Filter out every line below that lacks "canvas", and copy the rest.
--- Material shown Enclosed Below ---
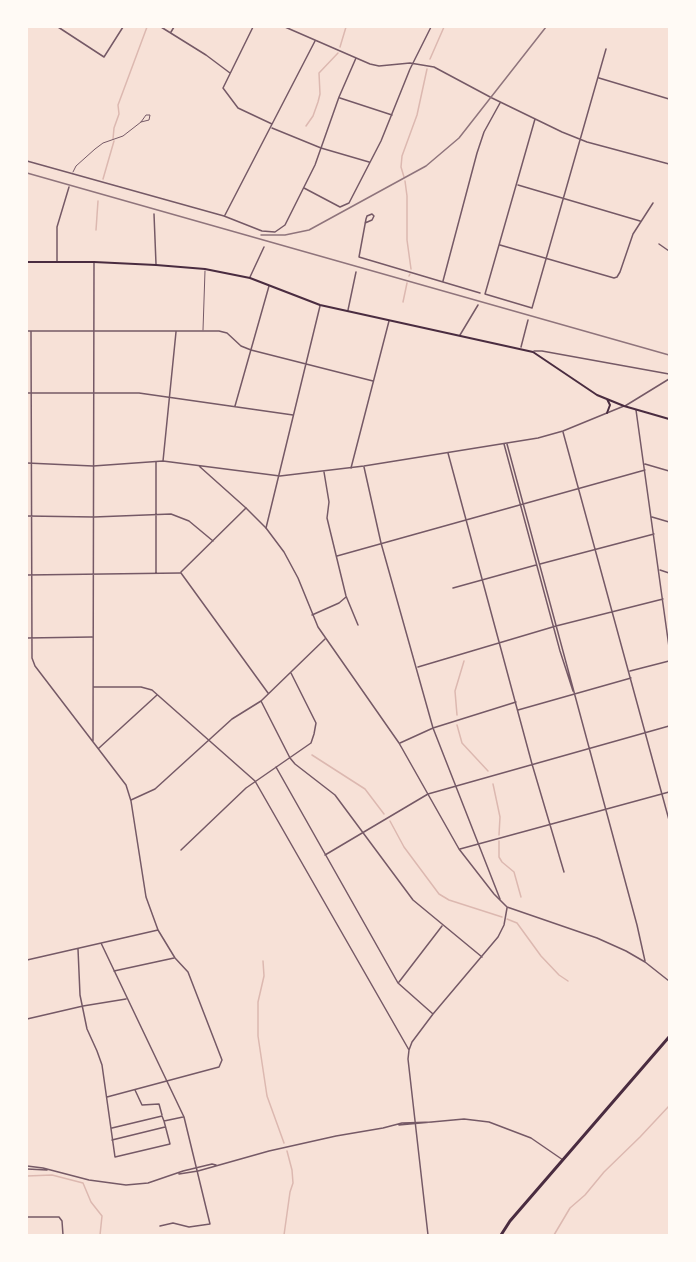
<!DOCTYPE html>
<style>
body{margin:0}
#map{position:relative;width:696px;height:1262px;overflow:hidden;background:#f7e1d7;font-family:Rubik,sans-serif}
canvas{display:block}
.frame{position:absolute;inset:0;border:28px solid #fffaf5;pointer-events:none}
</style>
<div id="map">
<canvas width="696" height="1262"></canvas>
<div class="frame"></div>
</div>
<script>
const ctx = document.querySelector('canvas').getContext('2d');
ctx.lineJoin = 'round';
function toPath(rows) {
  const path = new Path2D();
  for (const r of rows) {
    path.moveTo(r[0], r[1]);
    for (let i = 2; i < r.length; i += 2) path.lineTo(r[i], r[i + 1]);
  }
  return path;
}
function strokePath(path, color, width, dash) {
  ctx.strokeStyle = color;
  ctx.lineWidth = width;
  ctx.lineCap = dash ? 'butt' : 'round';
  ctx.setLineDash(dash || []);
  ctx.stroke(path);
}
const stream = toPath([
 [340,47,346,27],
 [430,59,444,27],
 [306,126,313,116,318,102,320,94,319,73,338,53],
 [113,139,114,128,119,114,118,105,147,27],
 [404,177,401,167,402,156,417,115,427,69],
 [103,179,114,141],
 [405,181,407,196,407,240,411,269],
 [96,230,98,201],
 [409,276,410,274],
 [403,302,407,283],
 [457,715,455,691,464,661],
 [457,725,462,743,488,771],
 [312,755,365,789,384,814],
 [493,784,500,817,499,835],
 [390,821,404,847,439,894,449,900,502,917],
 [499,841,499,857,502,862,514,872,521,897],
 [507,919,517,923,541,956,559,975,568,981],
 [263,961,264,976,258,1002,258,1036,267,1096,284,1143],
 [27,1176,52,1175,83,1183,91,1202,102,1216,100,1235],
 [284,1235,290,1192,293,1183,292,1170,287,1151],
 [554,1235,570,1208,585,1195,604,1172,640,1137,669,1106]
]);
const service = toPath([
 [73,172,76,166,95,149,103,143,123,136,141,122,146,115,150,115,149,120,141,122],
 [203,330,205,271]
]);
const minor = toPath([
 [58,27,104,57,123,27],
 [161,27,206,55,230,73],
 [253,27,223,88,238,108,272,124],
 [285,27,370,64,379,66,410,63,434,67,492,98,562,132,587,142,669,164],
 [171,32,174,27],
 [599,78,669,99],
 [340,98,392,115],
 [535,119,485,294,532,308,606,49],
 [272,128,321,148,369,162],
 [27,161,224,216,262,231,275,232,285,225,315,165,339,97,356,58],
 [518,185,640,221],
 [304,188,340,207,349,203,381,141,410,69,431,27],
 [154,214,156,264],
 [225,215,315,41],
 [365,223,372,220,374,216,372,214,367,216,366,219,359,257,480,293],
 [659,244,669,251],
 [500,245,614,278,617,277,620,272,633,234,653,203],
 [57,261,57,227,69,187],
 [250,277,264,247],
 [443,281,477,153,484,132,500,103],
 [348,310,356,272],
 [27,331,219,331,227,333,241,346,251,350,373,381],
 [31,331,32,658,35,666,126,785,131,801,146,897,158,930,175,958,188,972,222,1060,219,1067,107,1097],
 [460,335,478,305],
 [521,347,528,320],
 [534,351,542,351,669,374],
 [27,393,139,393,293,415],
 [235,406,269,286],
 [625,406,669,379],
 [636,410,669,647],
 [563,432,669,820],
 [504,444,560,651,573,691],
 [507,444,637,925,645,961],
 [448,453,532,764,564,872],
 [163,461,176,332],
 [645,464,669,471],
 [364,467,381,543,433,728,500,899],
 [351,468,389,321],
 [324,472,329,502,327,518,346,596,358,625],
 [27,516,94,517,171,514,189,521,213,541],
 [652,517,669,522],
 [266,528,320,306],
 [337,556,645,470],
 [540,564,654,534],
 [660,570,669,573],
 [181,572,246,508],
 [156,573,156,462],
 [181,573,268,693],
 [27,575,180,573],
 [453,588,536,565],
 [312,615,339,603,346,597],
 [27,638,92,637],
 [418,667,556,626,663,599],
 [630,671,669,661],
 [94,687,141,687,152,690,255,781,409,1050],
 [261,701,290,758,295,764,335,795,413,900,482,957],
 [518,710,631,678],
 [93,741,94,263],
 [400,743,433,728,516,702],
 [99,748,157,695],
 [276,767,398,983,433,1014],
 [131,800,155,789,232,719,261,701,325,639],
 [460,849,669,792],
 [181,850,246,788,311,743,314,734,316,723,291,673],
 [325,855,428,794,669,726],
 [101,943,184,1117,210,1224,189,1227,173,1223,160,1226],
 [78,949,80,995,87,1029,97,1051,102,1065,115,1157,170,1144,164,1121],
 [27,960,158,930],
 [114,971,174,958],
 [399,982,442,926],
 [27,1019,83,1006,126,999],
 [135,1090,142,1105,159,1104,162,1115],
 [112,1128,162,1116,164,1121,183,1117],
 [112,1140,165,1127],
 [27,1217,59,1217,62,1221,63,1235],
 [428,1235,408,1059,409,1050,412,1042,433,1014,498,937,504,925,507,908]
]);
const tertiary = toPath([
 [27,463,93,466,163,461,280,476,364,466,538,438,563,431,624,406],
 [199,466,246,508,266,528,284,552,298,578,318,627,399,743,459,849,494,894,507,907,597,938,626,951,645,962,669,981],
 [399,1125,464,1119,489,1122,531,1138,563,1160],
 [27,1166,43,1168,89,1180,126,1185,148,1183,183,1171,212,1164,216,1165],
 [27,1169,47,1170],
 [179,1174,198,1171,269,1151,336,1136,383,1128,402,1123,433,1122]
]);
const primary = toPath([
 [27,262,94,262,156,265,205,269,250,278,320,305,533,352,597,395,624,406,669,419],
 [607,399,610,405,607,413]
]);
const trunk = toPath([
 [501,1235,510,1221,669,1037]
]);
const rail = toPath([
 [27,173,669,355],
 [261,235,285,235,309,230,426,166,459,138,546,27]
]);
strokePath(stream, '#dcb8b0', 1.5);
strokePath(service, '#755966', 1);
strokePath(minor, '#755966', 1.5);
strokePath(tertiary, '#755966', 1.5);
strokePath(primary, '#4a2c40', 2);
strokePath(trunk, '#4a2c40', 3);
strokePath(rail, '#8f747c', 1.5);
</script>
--- End of Enclosed Material shown ---
Task answer:
canvas{display:block}
<canvas width="696" height="1262"></canvas>
const ctx = document.querySelector('canvas').getContext('2d');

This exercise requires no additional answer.